Supporting Dialogue and Demobilisation in the DR Congo

Rising violence in the eastern Democratic Republic of Congo has the Great Lakes region on edge. In this excerpt from the Watch List 2022 – Autumn Update, Crisis Group explains what the EU and its member states can do to help bring stability to the area.

The eastern Democratic Republic of Congo (DRC) is experiencing an alarming uptick of violence. Fighting between the Congolese military and the March 23 Movement (M23), which resurfaced in November 2021 after suffering defeat in 2013, has surged. So, too, have attacks on civilians and camps for internally displaced people by other armed groups. The bloodshed has the entire Great Lakes region on edge and is creating friction beyond the DRC’s borders. Of greatest concern, the M23’s attacks have opened a rift between the DRC and Rwanda, with Congolese President Félix Tshisekedi labelling the rebel commanders “terrorists” who receive financial and logistical support from Kigali. 

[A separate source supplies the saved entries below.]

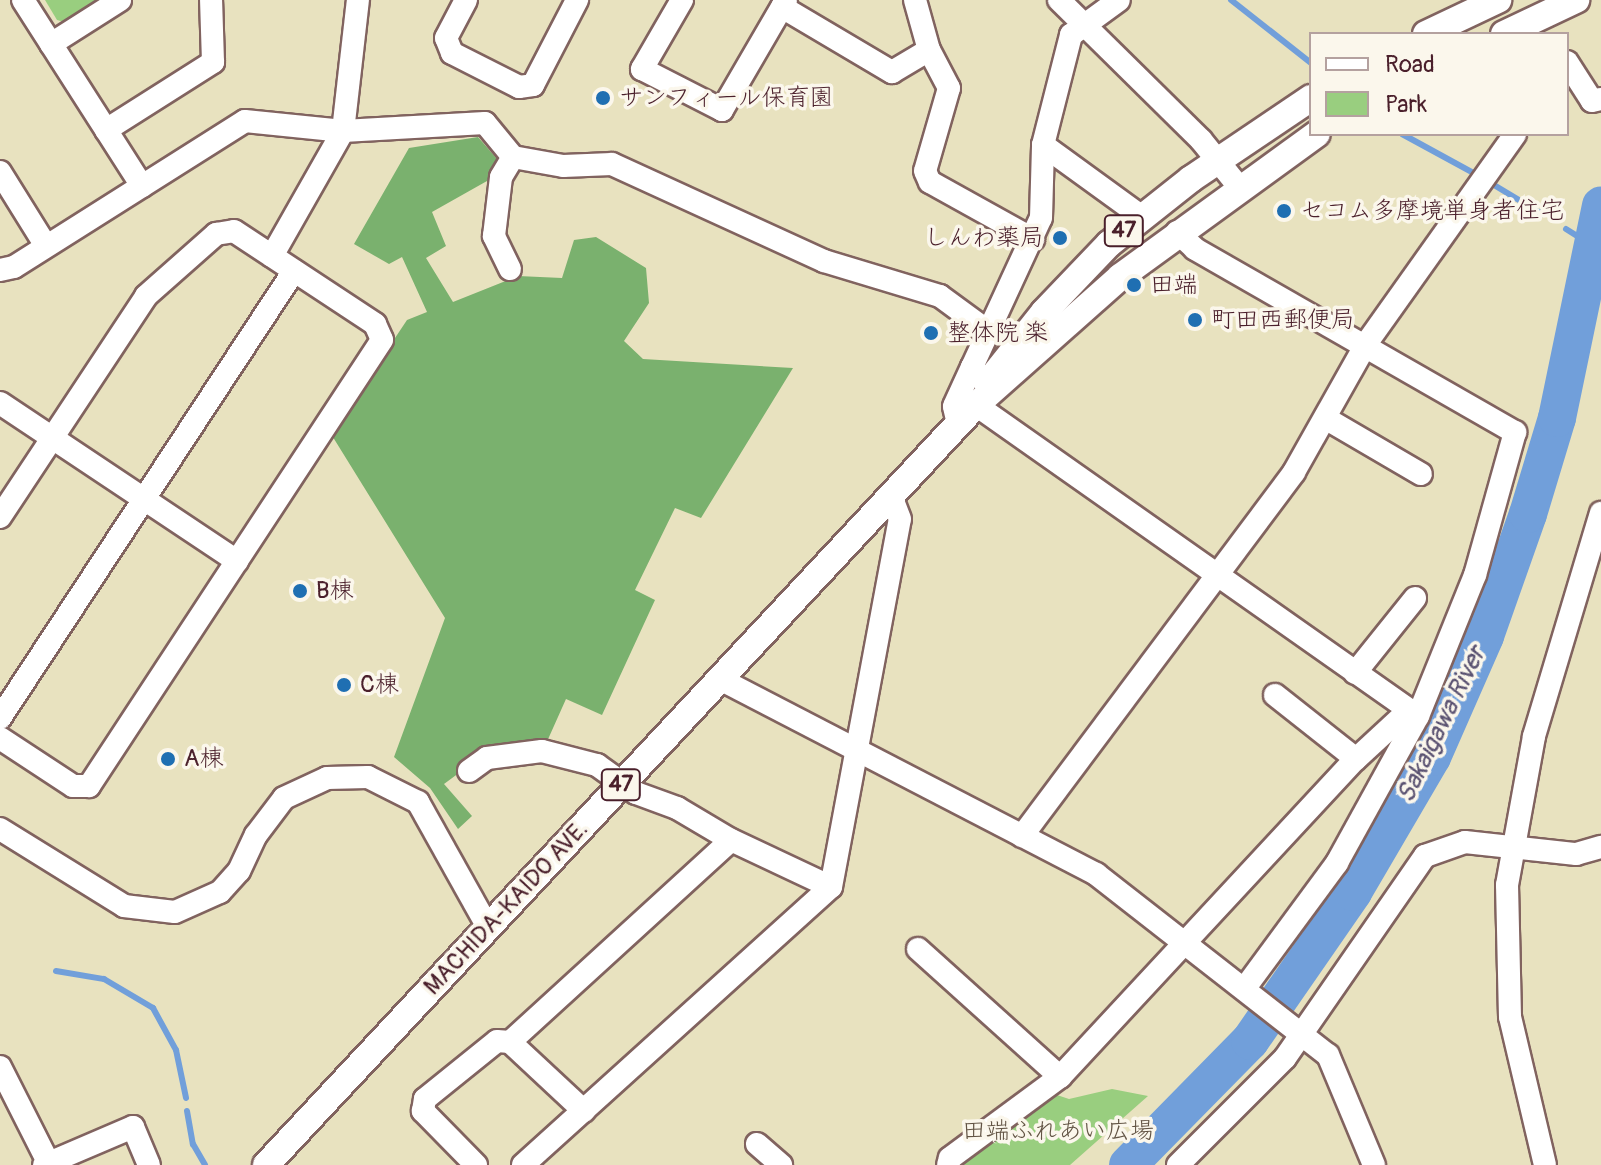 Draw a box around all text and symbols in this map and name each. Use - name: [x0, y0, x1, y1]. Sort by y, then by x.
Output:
- legend: [1309, 32, 1569, 136]
- text: Road: [1385, 50, 1435, 79]
- place label: サンフィール保育園: [619, 84, 835, 112]
- marker: サンフィール保育園: [594, 89, 612, 107]
- text: Park: [1385, 90, 1427, 119]
- place label: セコム多摩境単身者住宅: [1300, 197, 1564, 225]
- marker: セコム多摩境単身者住宅: [1275, 202, 1293, 220]
- road number: 47: [1102, 213, 1146, 249]
- place label: しんわ薬局: [924, 224, 1044, 252]
- marker: しんわ薬局: [1051, 229, 1069, 247]
- place label: 田端: [1150, 271, 1198, 299]
- marker: 田端: [1125, 276, 1143, 294]
- place label: 町田西郵便局: [1211, 306, 1355, 334]
- marker: 町田西郵便局: [1186, 311, 1204, 329]
- place label: 整体院 楽: [947, 319, 1048, 347]
- marker: 整体院 楽: [922, 324, 940, 342]
- place label: B棟: [316, 577, 354, 605]
- marker: B棟: [291, 582, 309, 600]
- water label: Sakaigawa River: [1391, 642, 1493, 808]
- place label: C棟: [360, 671, 399, 699]
- marker: C棟: [335, 676, 353, 694]
- place label: A棟: [184, 745, 224, 773]
- marker: A棟: [159, 750, 177, 768]
- road number: 47: [599, 767, 643, 803]
- street label: MACHIDA-KAIDO AVE.: [418, 815, 594, 1001]
- park label: 田端ふれあい広場: [962, 1117, 1154, 1145] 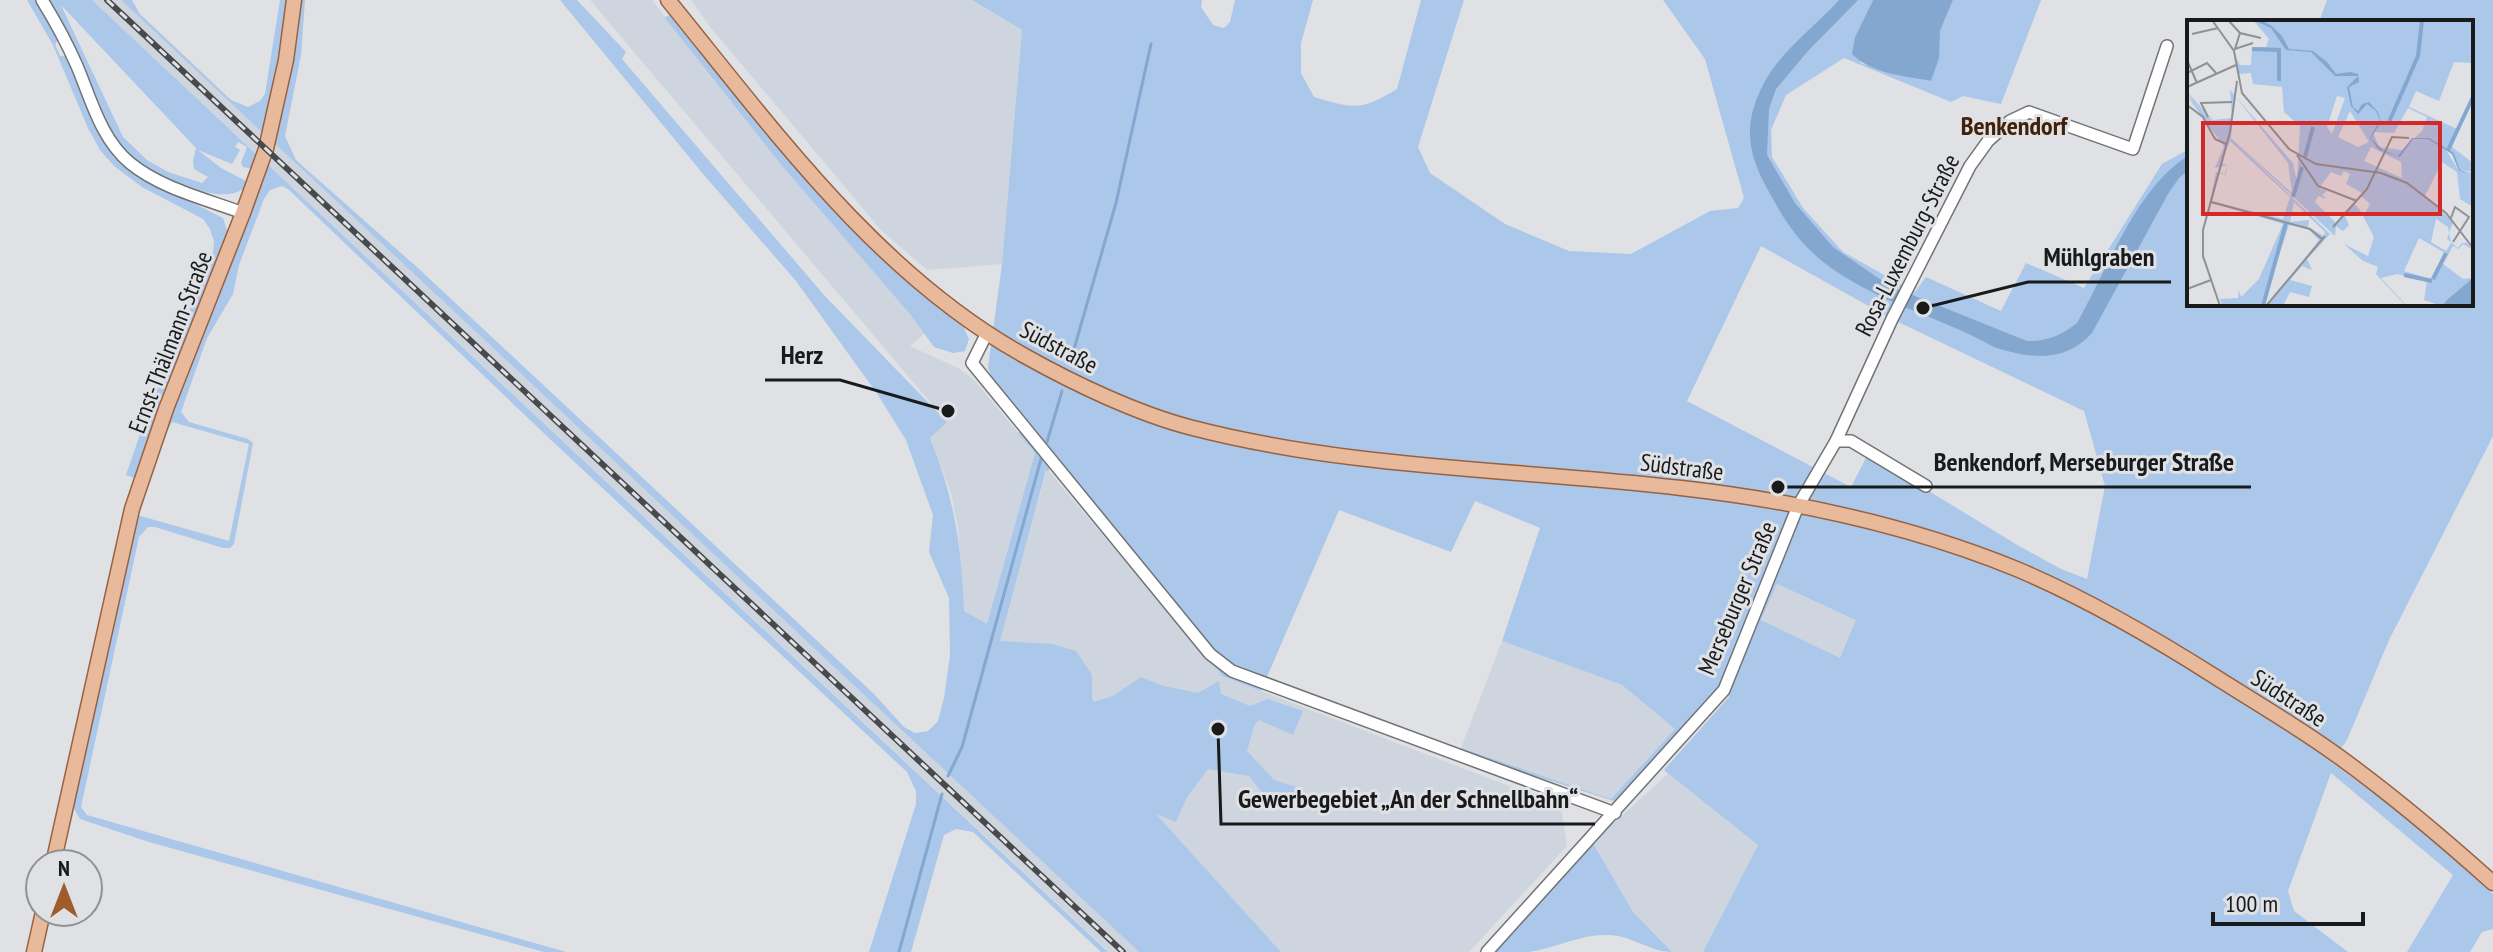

Complicating matters is that the Congolese president has turned to some of his neighbours for support in tamping down insecurity in the east. Bent on rooting out the armed groups, in late 2021, Tshisekedi gave Ugandan and Burundian troops permission to carry out operations on Congolese soil. He then used the DRC’s accession to the East African Community (EAC) in March 2022 as an opportunity to ask the bloc for help. By way of response, the EAC agreed in April to establish a joint force composed of regional troops to battle militias in the east. But the force left out a key player: citing Rwanda’s alleged interference in the DRC’s affairs, Tshisekedi insisted that the country be excluded from the force, angering Kigali. 

So far, plans to stabilise the eastern DRC remain a work in progress. The new force has yet to fully deploy and is likely to face funding challenges. Meanwhile, diplomatic and demobilisation efforts meant to complement the military track show some promise but have yet to make substantial progress. 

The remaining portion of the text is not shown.